> [BRIEF] Pull every line containing the word "strokeStyle" from the records.

> [Stored data entries]
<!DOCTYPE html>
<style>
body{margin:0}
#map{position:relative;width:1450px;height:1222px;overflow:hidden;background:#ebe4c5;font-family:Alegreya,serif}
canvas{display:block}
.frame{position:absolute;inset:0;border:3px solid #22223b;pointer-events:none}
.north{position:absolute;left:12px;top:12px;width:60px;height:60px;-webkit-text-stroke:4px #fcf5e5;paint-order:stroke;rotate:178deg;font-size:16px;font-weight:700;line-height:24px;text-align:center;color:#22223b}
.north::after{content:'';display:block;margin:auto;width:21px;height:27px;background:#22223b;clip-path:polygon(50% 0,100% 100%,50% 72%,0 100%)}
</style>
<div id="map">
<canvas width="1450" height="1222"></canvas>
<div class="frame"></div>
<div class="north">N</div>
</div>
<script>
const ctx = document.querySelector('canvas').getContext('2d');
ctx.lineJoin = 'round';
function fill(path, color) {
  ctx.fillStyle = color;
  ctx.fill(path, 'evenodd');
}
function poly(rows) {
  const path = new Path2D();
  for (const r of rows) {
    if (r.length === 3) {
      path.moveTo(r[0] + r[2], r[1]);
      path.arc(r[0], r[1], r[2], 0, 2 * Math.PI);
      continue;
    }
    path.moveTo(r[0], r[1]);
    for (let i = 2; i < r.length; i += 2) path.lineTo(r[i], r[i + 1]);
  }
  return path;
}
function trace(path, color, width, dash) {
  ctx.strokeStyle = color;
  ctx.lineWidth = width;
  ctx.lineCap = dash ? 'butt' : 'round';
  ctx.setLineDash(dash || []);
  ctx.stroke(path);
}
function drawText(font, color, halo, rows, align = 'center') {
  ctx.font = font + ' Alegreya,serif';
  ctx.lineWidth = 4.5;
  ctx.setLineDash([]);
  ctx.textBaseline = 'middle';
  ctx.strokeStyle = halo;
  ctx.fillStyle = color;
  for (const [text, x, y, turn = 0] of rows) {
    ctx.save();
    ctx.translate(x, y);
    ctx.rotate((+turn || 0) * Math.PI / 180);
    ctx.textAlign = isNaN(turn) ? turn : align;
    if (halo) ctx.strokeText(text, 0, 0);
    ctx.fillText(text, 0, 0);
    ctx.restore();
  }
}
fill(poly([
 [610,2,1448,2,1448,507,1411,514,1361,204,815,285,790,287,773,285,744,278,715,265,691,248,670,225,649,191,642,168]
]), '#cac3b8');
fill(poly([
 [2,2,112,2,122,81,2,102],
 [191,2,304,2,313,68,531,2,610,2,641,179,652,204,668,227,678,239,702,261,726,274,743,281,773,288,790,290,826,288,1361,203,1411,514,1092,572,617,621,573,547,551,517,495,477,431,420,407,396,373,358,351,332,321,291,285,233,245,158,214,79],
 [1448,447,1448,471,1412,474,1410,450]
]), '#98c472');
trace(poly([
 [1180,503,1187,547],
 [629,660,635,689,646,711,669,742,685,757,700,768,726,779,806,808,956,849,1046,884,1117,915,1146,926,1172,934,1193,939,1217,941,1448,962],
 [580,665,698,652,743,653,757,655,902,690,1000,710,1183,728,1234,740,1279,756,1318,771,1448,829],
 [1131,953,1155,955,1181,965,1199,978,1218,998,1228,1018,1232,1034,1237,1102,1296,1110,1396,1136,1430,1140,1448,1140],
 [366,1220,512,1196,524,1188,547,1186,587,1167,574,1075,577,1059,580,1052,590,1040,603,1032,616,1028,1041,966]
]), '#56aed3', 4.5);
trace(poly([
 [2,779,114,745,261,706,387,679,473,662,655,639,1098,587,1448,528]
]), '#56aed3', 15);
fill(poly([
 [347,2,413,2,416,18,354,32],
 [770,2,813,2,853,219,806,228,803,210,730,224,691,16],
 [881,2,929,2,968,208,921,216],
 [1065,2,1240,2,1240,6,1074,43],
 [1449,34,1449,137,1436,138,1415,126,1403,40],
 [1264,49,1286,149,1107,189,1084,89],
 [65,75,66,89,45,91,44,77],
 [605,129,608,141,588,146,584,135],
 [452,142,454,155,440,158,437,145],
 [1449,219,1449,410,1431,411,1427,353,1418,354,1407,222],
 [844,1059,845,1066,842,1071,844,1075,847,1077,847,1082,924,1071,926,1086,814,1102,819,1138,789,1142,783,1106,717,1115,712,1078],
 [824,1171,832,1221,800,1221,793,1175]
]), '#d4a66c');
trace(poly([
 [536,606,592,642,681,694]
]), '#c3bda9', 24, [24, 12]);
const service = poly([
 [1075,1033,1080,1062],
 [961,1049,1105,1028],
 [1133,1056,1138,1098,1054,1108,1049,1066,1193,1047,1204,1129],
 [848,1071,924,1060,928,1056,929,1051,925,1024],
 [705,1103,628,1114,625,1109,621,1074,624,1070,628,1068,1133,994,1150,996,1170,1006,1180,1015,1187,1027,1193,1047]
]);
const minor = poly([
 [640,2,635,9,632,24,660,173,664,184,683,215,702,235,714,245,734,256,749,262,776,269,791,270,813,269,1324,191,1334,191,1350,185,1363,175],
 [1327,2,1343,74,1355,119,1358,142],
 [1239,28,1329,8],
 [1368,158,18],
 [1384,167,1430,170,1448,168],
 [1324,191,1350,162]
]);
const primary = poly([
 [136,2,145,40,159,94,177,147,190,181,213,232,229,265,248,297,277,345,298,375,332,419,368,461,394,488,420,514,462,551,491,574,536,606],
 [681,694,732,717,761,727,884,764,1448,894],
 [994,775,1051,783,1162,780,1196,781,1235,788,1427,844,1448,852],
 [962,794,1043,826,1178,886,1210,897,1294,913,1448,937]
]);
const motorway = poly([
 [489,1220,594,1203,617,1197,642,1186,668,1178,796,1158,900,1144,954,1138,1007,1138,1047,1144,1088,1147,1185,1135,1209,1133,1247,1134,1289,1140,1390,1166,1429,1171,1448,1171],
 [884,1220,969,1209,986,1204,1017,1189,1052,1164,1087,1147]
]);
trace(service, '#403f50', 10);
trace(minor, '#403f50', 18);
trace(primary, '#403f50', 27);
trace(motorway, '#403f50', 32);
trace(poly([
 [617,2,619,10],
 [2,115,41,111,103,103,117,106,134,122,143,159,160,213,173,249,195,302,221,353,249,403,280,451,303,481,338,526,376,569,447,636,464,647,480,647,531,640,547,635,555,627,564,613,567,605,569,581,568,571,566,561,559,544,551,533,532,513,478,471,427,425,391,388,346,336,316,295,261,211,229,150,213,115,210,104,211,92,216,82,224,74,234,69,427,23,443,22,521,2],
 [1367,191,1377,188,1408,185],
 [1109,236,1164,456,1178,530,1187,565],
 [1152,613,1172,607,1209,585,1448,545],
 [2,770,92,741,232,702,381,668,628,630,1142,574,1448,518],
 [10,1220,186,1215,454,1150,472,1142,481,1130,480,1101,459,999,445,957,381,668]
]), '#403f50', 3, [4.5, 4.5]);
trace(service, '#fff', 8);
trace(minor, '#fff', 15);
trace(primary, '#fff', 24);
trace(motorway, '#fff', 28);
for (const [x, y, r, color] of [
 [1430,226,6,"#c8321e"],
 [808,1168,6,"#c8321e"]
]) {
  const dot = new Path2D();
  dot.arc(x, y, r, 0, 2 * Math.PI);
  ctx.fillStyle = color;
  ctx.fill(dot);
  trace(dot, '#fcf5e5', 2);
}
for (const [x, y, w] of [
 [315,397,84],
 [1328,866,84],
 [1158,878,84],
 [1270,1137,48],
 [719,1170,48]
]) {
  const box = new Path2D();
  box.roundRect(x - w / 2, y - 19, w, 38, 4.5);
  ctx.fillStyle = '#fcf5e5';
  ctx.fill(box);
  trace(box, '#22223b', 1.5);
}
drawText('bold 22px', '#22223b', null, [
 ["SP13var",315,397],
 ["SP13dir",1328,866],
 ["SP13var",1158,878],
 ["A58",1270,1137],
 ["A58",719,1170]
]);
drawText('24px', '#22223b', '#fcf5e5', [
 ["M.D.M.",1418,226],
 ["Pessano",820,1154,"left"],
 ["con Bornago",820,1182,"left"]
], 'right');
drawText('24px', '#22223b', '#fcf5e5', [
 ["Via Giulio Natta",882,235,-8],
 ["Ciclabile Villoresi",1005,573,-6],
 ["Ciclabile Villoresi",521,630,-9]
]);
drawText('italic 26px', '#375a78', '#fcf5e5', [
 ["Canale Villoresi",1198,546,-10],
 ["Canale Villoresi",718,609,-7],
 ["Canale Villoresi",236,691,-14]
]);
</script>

> [TASK ANSWER]
  ctx.strokeStyle = color;
  ctx.strokeStyle = halo;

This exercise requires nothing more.